One of my most vivid early memories can be dated precisely to the twelfth of April 1961.  My grandmother had died the previous November, and we had been clearing her tiny terrace house in Haltwhistle. Getting on the train to travel home felt like being expelled from a childhood paradise. I’ll come back to that idea of Paradise as a place in a few moments.

 Once we were home, I took myself to bed significantly before the usual time for the ten-year-old me but I was very soon shaken awake by my mother.

“You must come down and watch the news! The Russians have sent a man into space!”

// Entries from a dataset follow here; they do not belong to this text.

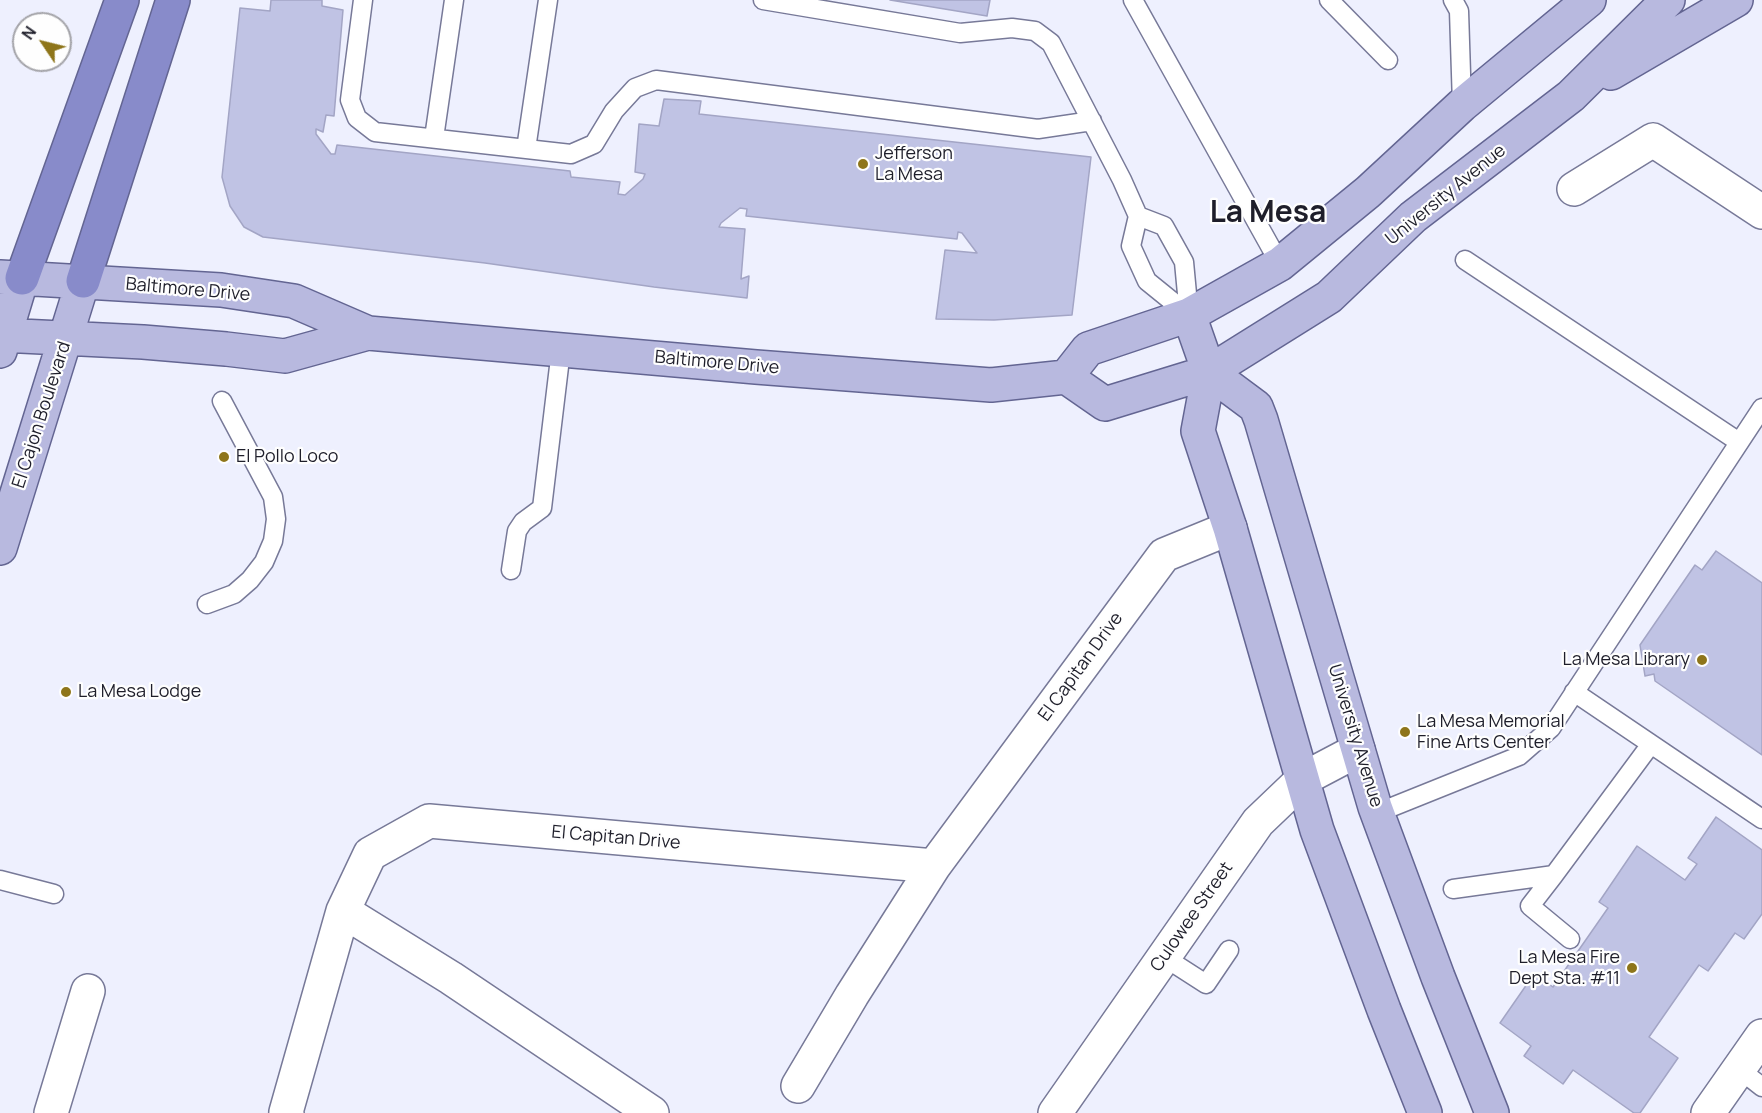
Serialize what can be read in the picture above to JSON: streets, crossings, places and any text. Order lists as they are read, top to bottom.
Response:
{
  "streets": {
    "main road": ["University Avenue", "Baltimore Drive", "El Cajon Boulevard"],
    "street": ["El Capitan Drive", "Culowee Street"]
  },
  "crossings": [
    ["University Avenue", "Culowee Street"],
    ["Baltimore Drive", "El Cajon Boulevard"]
  ],
  "districts": ["La Mesa"],
  "places": [
    "Jefferson La Mesa",
    "El Pollo Loco",
    "La Mesa Library",
    "La Mesa Lodge",
    "La Mesa Memorial Fine Arts Center",
    "La Mesa Fire Dept Sta. #11"
  ],
  "north": "top left"
}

After that first manned space flight, Yuri Gagarin was widely quoted as saying that he been into space but that he hadn’t seen God or Heaven. He never said it – the comment was made by Soviet leader Nikita Khrushchev and, many years after Gagarin’s early death, a friend revealed that, like so many people of his generation, Gagarin had been discreetly baptized into the Russian Orthodox Church as an infant and that he made sure that his daughter Yelena was baptized shortly before his space mission, in case he did not return safely. 

Khrushchev’s piece of atheistic propaganda was prompted by the once widespread belief that the universe had what Bishop John Robinson called “a three-decker structure” – earth in the middle, hell down below and heaven up above. There are striking images of the Ascension of Jesus Christ from past centuries inspired by that belief, including frescoes and paintings in which He has almost disappeared upwards into a cloud and only His feet can still be seen. 

Our reading from Acts might seem to suggest the kind of vertical take-off those paintings and frescoes depict, so how can we understand the Ascension now that we know, as Khrushchev put it, that heaven is not “up there”? A three-dimensional explanation won’t do but our understanding of dimensions suggests a way forward. We experience four dimensions because we ourselves and the world we inhabit clearly have three and we also know the passage of time, which is the fourth. It may help to think of heaven, of Paradise, of being in the full presence of God, not as being in a place but as experiencing dimensions of which, during our earthly lives, we are only intermittently aware; dimensions glimpsed, as it were from the corner of our eyes. 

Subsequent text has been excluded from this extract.